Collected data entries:
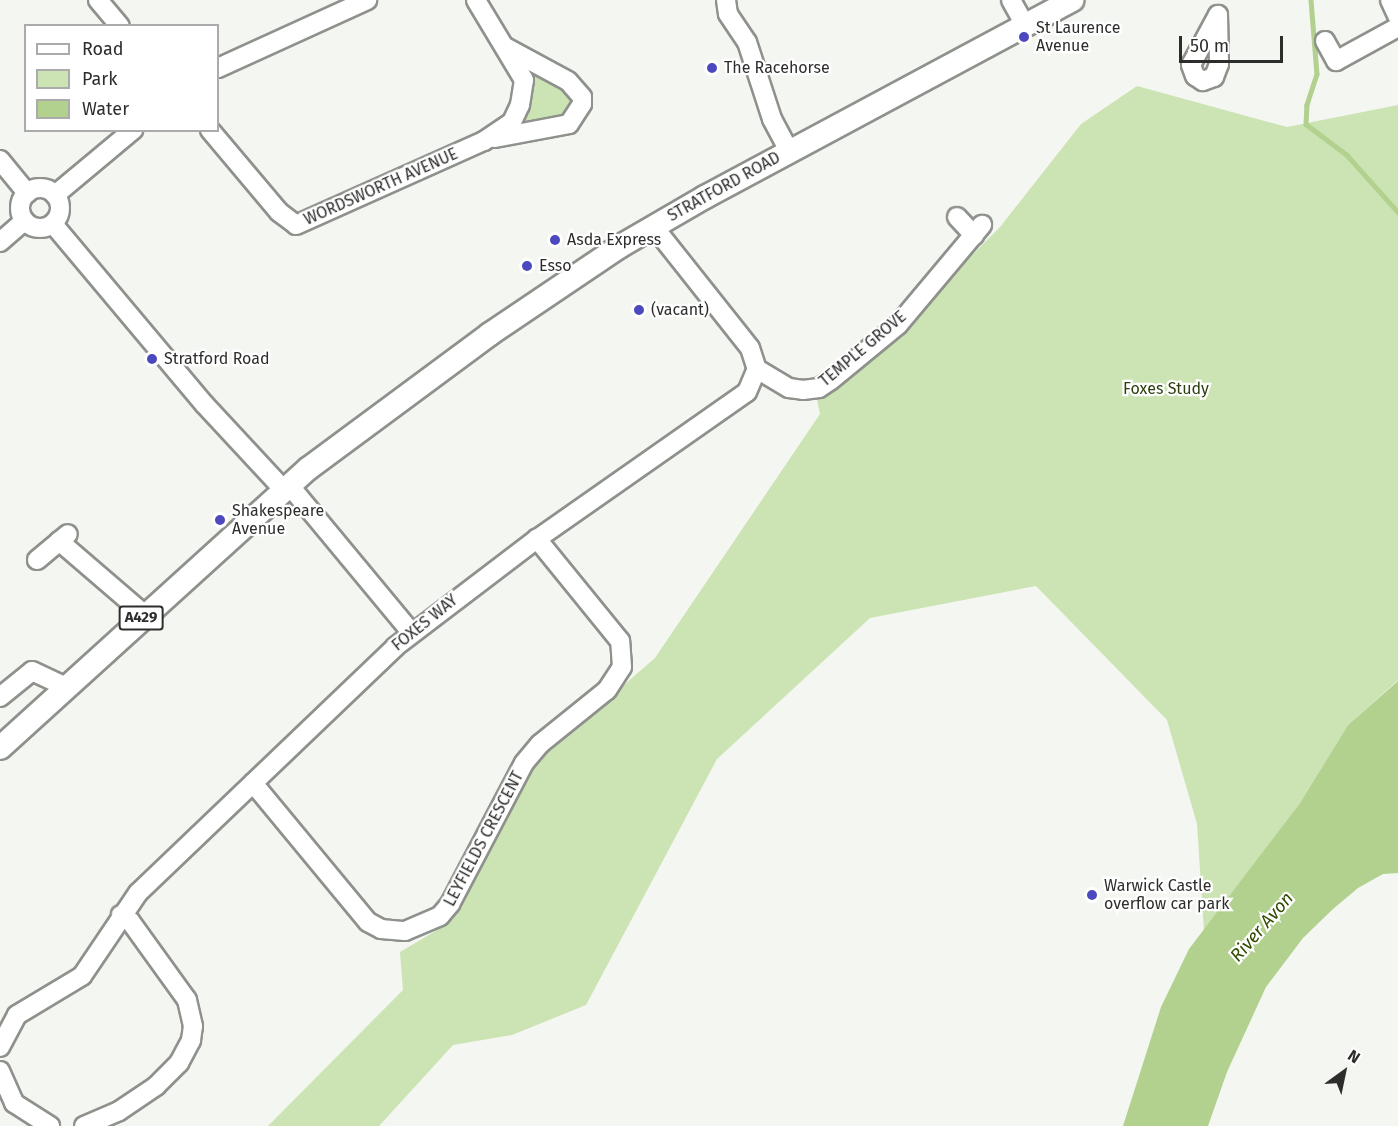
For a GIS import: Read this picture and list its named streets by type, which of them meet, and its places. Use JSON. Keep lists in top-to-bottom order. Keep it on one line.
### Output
{"streets":{"main road":["STRATFORD ROAD","A429"],"street":["WORDSWORTH AVENUE","TEMPLE GROVE","FOXES WAY","LEYFIELDS CRESCENT"]},"crossings":[["TEMPLE GROVE","FOXES WAY"],["FOXES WAY","LEYFIELDS CRESCENT"]],"water":["River Avon"],"parks":["Foxes Study"],"places":["St Laurence Avenue","The Racehorse","Asda Express","Esso","(vacant)","Stratford Road","Shakespeare Avenue","Warwick Castle overflow car park"],"legend":["Road","Park","Water"],"scale_bar":"50 m","north":"top right"}
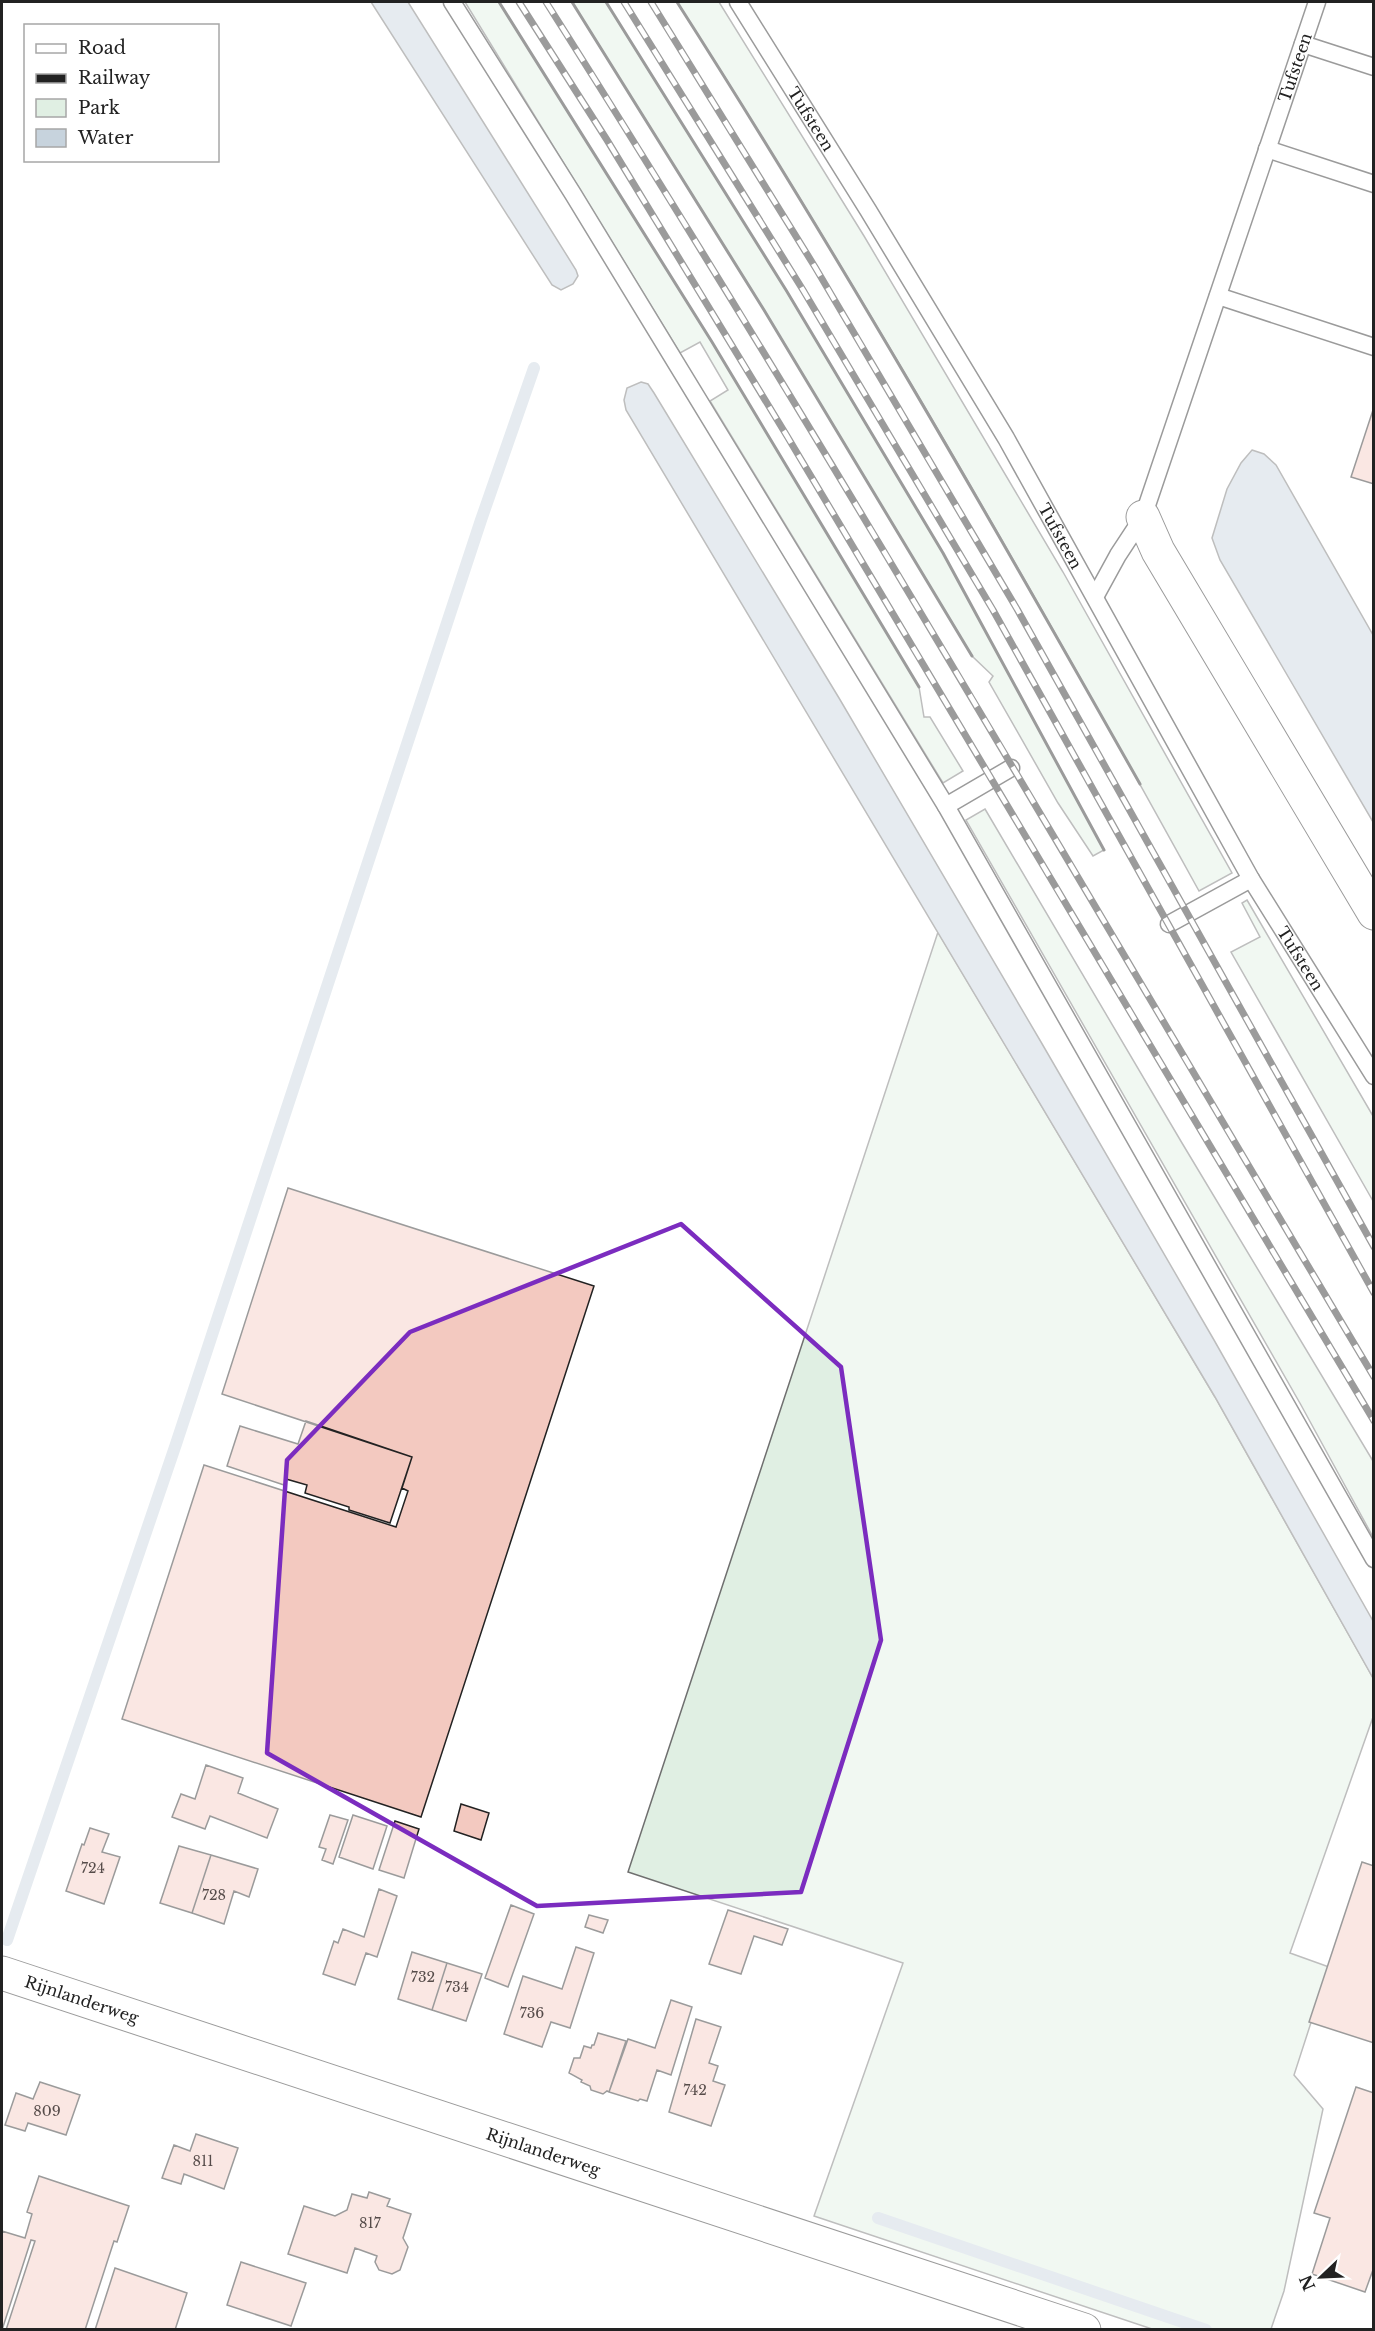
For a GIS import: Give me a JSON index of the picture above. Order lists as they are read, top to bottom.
{
  "streets": {
    "street": ["Rijnlanderweg"],
    "lane": ["Tufsteen"]
  },
  "house_numbers": [
    "724",
    "728",
    "732",
    "734",
    "736",
    "742",
    "809",
    "811",
    "817"
  ],
  "legend": [
    "Road",
    "Railway",
    "Park",
    "Water"
  ],
  "north": "bottom left"
}
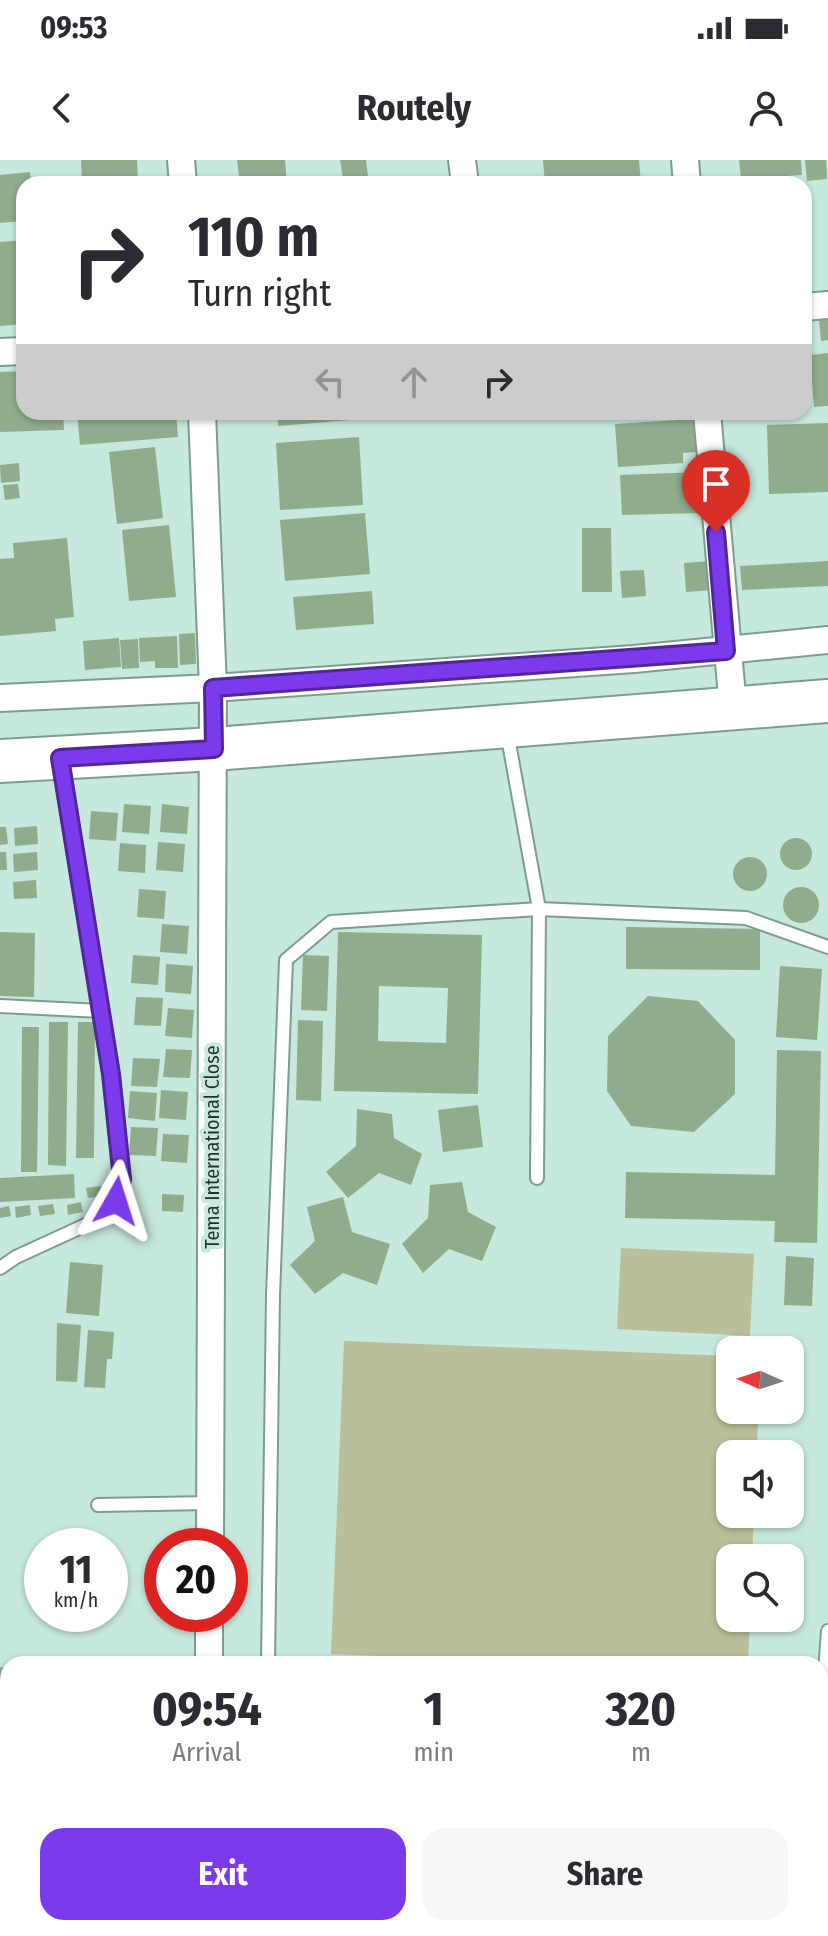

Directions: Would you return the data above exactly as written, minus the images?

Written answer:
For a GIS import: Read this picture and list its named streets by type, which of them meet, and its places. Use JSON. Keep lists in top-to-bottom order. Keep it on one line.
### Output
{"streets":{"main road":["STRATFORD ROAD","A429"],"street":["WORDSWORTH AVENUE","TEMPLE GROVE","FOXES WAY","LEYFIELDS CRESCENT"]},"crossings":[["TEMPLE GROVE","FOXES WAY"],["FOXES WAY","LEYFIELDS CRESCENT"]],"water":["River Avon"],"parks":["Foxes Study"],"places":["St Laurence Avenue","The Racehorse","Asda Express","Esso","(vacant)","Stratford Road","Shakespeare Avenue","Warwick Castle overflow car park"],"legend":["Road","Park","Water"],"scale_bar":"50 m","north":"top right"}
For a GIS import: Give me a JSON index of the picture above. Order lists as they are read, top to bottom.
{
  "streets": {
    "street": ["Rijnlanderweg"],
    "lane": ["Tufsteen"]
  },
  "house_numbers": [
    "724",
    "728",
    "732",
    "734",
    "736",
    "742",
    "809",
    "811",
    "817"
  ],
  "legend": [
    "Road",
    "Railway",
    "Park",
    "Water"
  ],
  "north": "bottom left"
}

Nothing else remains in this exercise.